プロジェクト単位で外部のプロ人材(※)活用を提案

【岸】そもそも優秀な人材を見極めて採用することは簡単ではありませんよね。立派な経歴を持つ役員クラスの人材を雇用したものの、残念ながら……という経験が私にもあります。若手にもいい人材がいるわけですし、政府が公表した総合経済対策においても転職や副業の促進、リカレント教育がうたわれています。日本の最大の課題である生産性の低さを改善するためには、昔ながらの正社員雇用にこだわるのではなく、人材の流動化が欠かせません。パーソルキャリアさんでは、そのような動きを後押しするサービスを展開されているわけですね。

鏑木陽二朗(かぶらぎ・ようじろう)
パーソルキャリア株式会社
執行役員 兼
タレントシェアリング事業部
事業責任者

【鏑木】副業やフリーランスといった外部のプロ人材活用の促進を目的に、パーソルキャリアの中途採用を支援するdodaに続く柱として、2022年5月に新ブランド「HiPro(ハイプロ)」をスタートしました。いわば「課題解決を目的としたプロフェッショナル人材活用サービス」です。11年に立ち上げた、専門性を有したプロ人材活用で企業が抱える事業課題を解決に導く「i-common(アイコモン)」が前身です。

【岸】そんなに早い時期からプロ人材の活用に取り組んでいたのですね。

【鏑木】実は私自身、父が中小企業の経営者ということもあって、当時から人材採用の難しさを痛感していました。経営を揺るがすような問題にぶつかっても相談できる相手がいないため、一人で抱え込んでしまう。いざ問題解決のために人を採用しようとしても、採用力が弱くなかなかうまくいかない。そんな父の姿を見て、経営課題を抱える企業を支援する仕組みをつくりたいと考えたのです。そこで、課題解決をゴールにした人材活用をもっと手軽に提供したいと始まったのが「i-common」でした。10年ほど経ち、前述したように、外部環境の変化により企業の課題は複雑化、多様化しています。それ故、企業が求める人材も多岐に変化してきています。一方で「新規事業開発」「IPO(新規上場株式)」など、都度必要な人材を獲得しようとすると多大な資金と時間を費やさなければなりません。「HiPro」であれば、特定領域に専門性の高い外部のプロ人材を提案することで、トータル費用の圧縮、プロジェクト完遂までの期間短縮といったメリットを提供することができます。

※高い専門性・知識を有した副業・フリーランス人材。

ジョブの細分化によって高精度のマッチングが実現

【岸】企業の意識やサービス活用の状況はいかがですか。ニーズの高さを感じているでしょう。

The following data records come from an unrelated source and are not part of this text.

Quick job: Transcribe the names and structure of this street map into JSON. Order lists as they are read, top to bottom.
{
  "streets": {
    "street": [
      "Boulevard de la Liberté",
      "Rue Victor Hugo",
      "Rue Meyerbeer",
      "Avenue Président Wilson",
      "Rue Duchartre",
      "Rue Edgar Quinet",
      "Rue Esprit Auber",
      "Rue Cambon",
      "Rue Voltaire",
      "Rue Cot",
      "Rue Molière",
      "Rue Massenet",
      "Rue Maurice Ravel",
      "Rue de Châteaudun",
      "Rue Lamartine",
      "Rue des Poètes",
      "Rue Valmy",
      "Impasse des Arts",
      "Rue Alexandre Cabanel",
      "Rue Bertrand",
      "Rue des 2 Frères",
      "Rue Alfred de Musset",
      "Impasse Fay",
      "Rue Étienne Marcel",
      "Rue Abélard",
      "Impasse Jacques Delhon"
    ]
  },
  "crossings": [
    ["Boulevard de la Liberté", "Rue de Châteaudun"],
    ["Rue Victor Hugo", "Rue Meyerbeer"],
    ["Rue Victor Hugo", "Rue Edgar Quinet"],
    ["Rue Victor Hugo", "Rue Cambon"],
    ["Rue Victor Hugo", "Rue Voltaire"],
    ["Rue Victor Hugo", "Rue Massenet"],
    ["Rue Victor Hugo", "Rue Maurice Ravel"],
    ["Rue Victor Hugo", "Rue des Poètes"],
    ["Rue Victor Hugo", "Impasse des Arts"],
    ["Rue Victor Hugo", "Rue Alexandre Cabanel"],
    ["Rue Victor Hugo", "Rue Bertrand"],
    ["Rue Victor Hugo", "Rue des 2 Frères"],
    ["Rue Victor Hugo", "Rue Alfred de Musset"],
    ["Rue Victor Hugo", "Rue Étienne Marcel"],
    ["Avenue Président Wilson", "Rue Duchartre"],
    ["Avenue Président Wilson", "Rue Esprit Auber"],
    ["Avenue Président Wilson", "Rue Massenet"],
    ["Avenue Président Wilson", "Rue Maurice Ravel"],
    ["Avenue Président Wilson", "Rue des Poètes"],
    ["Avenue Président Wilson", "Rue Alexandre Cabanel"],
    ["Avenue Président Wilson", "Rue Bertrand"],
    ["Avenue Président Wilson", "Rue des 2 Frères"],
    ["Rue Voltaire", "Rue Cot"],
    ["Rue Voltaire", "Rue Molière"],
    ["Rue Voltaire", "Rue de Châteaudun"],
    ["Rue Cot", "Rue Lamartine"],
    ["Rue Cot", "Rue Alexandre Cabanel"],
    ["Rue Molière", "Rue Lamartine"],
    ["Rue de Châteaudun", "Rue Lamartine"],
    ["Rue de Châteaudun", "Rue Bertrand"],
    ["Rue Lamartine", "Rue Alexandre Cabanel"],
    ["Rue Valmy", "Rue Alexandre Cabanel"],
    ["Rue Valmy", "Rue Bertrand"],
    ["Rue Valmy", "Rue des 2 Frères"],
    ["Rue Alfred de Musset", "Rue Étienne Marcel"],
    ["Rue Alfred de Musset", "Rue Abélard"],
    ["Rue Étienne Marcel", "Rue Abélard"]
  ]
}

【鏑木】外部のプロ人材を活用している企業は、ほんの一部に限られているのが実情です。副業・フリーランスの働き方を希望する個人が増加する一方で、特に中小企業や地方企業では、まだまだ人材活用というと「雇用」、つまり「社員や契約社員を採用する」という選択肢しか持たない企業がほとんどです。ですから「外部のプロ人材をどう使っていいか分からない」「頼んでみたいがテーマの切り出し方で行き詰まっている」といった企業が多いという印象を受けています。

【岸】確かに、人材の能力を見極めるのは難しく、重要な業務に外部のプロ人材を用いた経験も不足している。「HiPro」ではどのような支援を行っていますか。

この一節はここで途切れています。